Today we have a couple of the Latin terms used in The Ax and the Vase most frequently ... and a look at Clovis' friedelehe, lover, first wife - the fictional mother of his first son, Theuderic.

COMES
Companion, comrade (plural:  comites).  The Germanic concept of comitatus, described in Latin by Tacitus, describes a wider relationship with the special connotation that comrades in this relationship would never desert one another on the field of battle.  A king’s comites were the most trusted companions, but as seen here this is not a hereditary/noble title.

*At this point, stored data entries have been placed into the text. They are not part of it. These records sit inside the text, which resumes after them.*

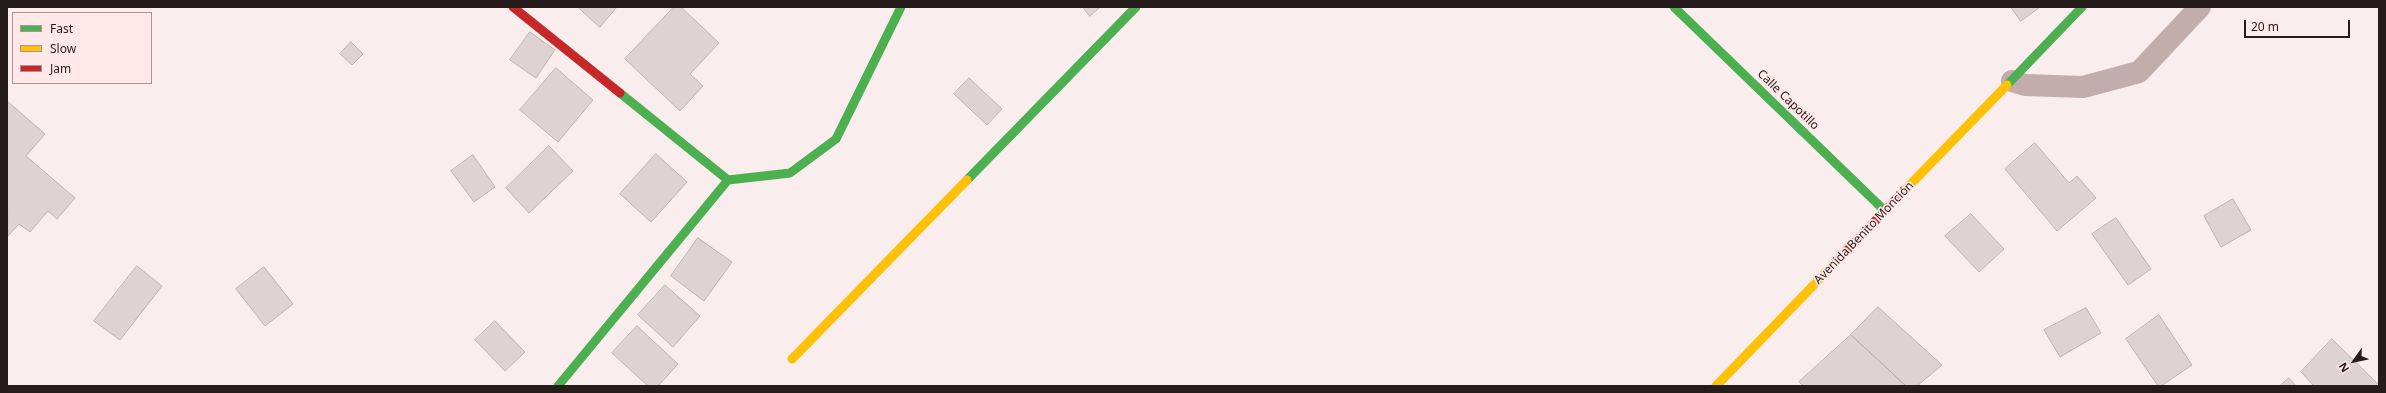 <!DOCTYPE html>
<html>
<head>
<meta charset="utf-8">
<style>
	body { margin:0 }
	#map { position:relative; width:2386px; height:393px; overflow:hidden; background:#f9eded; font-family:"Noto Sans",sans-serif }
	canvas { display:block }
	.frame { position:absolute; inset:0; border:8px solid #261c1b; pointer-events:none }
	.legend { position:absolute; left:12px; top:12px; width:140px; height:72px; box-sizing:border-box; background:#ffe8e7; border:1px solid #a89695; margin:0; padding:5px 7px; list-style:none; font-size:12px; color:#261c1b }
	.legend li { display:flex; align-items:center; gap:8px; height:20px }
	.legend b { width:20px; border:1px solid #a89695 }
	.north { position:absolute; left:2334px; top:341px; width:40px; height:40px; -webkit-text-stroke:3px #ffe8e7; paint-order:stroke; rotate:237deg; font-size:11px; font-weight:700; line-height:16px; text-align:center; color:#261c1b }
	.north::after { content:''; display:block; margin:auto; width:14px; height:18px; background:#261c1b; clip-path:polygon(50% 0,100% 100%,50% 72%,0 100%) }
	.scale { position:absolute; left:2244px; top:20px; width:106px; height:18px; box-sizing:border-box; border:2px solid #261c1b; border-top:0; padding-left:5px; font-size:12px; line-height:14px; white-space:nowrap; color:#261c1b; -webkit-text-stroke:3px #ffe8e7; paint-order:stroke }
</style>
</head>
<body>
<div id="map">
<canvas width="2386" height="393"></canvas>
<div class="frame"></div>
<ul class="legend">
<li><b style="height:5px;background:#4caf50"></b>Fast</li>
<li><b style="height:5px;background:#ffc107"></b>Slow</li>
<li><b style="height:5px;background:#c62828"></b>Jam</li>
</ul>
<div class="north">N</div>
<div class="scale">20 m</div>
</div>
<script>
const ctx = document.querySelector('canvas').getContext('2d');
ctx.lineJoin = 'round';
function fill(path, color) { ctx.fillStyle = color; ctx.fill(path, 'evenodd'); }
function strokePath(path, color, width, dash) { ctx.strokeStyle = color; ctx.lineWidth = width; ctx.lineCap = dash ? 'butt' : 'round'; ctx.setLineDash(dash || []); ctx.stroke(path); }
function write(font, color, halo, rows, align = 'center') {
  ctx.font = font + ' "Noto Sans",sans-serif'; ctx.lineWidth = 3.5; ctx.setLineDash([]); ctx.textBaseline = 'middle'; ctx.strokeStyle = halo; ctx.fillStyle = color; for (const [text, x, y, turn = 0] of rows) {
    ctx.save(); ctx.translate(x, y); ctx.rotate((+turn || 0) * Math.PI / 180); ctx.textAlign = isNaN(turn) ? turn : align; if (halo) ctx.strokeText(text, 0, 0); ctx.fillText(text, 0, 0); ctx.restore();
  }
}
const building = new Path2D(`
	M 578,7 L 617,7 L 600,27 Z
	M 674,7 L 681,7 L 719,43 L 690,74 L 703,86 L 680,111 L 625,59 Z
	M 1083,7 L 1100,7 L 1090,16 Z
	M 2011,7 L 2040,7 L 2021,21 Z
	M 530,32 L 555,50 L 536,78 L 510,60 Z
	M 351,42 L 363,54 L 352,65 L 340,54 Z
	M 556,68 L 593,100 L 558,142 L 520,110 Z
	M 969,78 L 1002,109 L 987,125 L 954,94 Z
	M 7,101 L 45,134 L 26,156 L 75,198 L 57,219 L 48,211 L 30,232 L 19,224 L 8,236 Z
	M 2035,143 L 2069,183 L 2077,176 L 2096,198 L 2057,231 L 2005,169 Z
	M 549,146 L 573,171 L 529,213 L 506,188 Z
	M 656,154 L 687,182 L 651,222 L 620,194 Z
	M 473,155 L 495,187 L 474,202 L 451,171 Z
	M 2233,199 L 2251,230 L 2221,247 L 2204,216 Z
	M 1971,214 L 2004,249 L 1979,272 L 1945,236 Z
	M 2116,218 L 2151,269 L 2128,285 L 2092,234 Z
	M 698,238 L 732,262 L 704,301 L 671,276 Z
	M 137,266 L 162,286 L 120,340 L 94,321 Z
	M 264,267 L 293,304 L 265,326 L 236,289 Z
	M 665,285 L 700,316 L 673,347 L 638,315 Z
	M 1878,307 L 1942,365 L 1917,386 L 1906,386 L 1851,335 Z
	M 2086,308 L 2101,333 L 2060,357 L 2044,330 Z
	M 2159,315 L 2192,365 L 2161,386 L 2158,386 L 2126,339 Z
	M 495,321 L 525,352 L 505,371 L 475,340 Z
	M 637,326 L 678,364 L 658,386 L 648,386 L 612,353 Z
	M 1851,335 L 1906,386 L 1803,386 L 1799,382 Z
	M 2332,339 L 2379,385 L 2379,386 L 2314,386 L 2301,372 Z
	M 2289,378 L 2296,386 L 2280,386 Z`);
fill(building, '#ded3d3');
strokePath(building, '#bdb3b3', 1);
strokePath(new Path2D(`
	M 2012,81 L 2025,85 L 2083,87 L 2139,72 L 2200,7`), '#c2adac', 22);
strokePath(new Path2D(`
	M 1674,7 L 1885,211
	M 2007,85 L 2082,7
	M 620,93 L 728,180 L 790,173 L 836,139 L 901,7
	M 967,180 L 1136,7
	M 558,386 L 728,180`), '#4caf50', 9);
strokePath(new Path2D(`
	M 1899,196 L 2007,85
	M 792,359 L 967,180
	M 1716,386 L 1835,263`), '#ffc107', 9);
strokePath(new Path2D(`
	M 513,7 L 620,93
	M 1835,263 L 1899,196`), '#c62828', 9);
write('12px', '#261c1b', '#ffe8e7', [
	["Calle Capotillo",1788,100,44],
	["Avenida Benito Monción",1864,233,-46]
]);
</script>
</body>
</html>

This sense of the title illuminates the extent of betrayal and cowardice in Chararic’s failure to support Clovis on the field; as well, perhaps, as the extent of punishment it was for Clovis to renounce his kinsman and comes, Ragnachar, for all to see.  The term evolved into the modern title, comte’, or Count.  It shares a root with the words committee and constable.


DOMINE
“My lord.”  I wanted to use a title clearly illustrating subjection, in the sense of a kings’ subject, without evoking too-medieval a tone.  Here again, as I adopted the theory (oft questioned) that the Franks of Late Antiquity, and Clovis himself, were heavily Romanized, I borrowed from Colleen McCullough’s Masters of Rome series, and adopted this address.  It is intended to both evoke a certain tone, but also stand apart from terms used in much fiction of this genre and period.  It has been perhaps the greatest asset in my attempt to avoid too much “antique-speak” in the tone of the manuscript, while still contributing to the world-building of this alien time and place.


EVOCHILDE
FICTIONAL.  Though it is known that Theuderic I is not the son of Clovis’ queen, Clotilde, not a breath of evidence testifies to the nature of Clovis’ relationship with Theuderic’s mother, nor who she might have been.  The name Evochildis does appear fleetingly in some sources, but even this is unreliable.

After the cautionary example of his voluptuous father, Clovis’ sexual behavior is notably unremarked by sources.  It seemed correct to simplify the king’s amatory adventures in the form of strongly bonded relationships and, to some extent, silence.  Theuderic’s birth is recorded as having occurred in 484, well before the advent of Clotilde.  I saw no reason to complicate matters with towering romance, nor to dismiss the emotional importance of a first love either.  A friedelehe who dies in childbirth fits the timeline.  It also explains Theuderic’s clearly estimable position with his father, explains the absence of any other documented concubine or lover alongside the queen, aligns with the position Clotilde herself eventually seems to have held with the king, and finally, simply, reflects the realities of the time.  For a man to love a woman might easily have meant, in this age and for many thousands of years before and since, to kill her.  As, “to be the queen, she agreed to be the widow”, so both parties in sex, for centuries before our time, always knew:  to be a lover might be a bargain with mortality.



As always, Author's Notes excerpts are excerpted from the MS, which means they are written "in-universe."  These posts should not be taken as historical resources.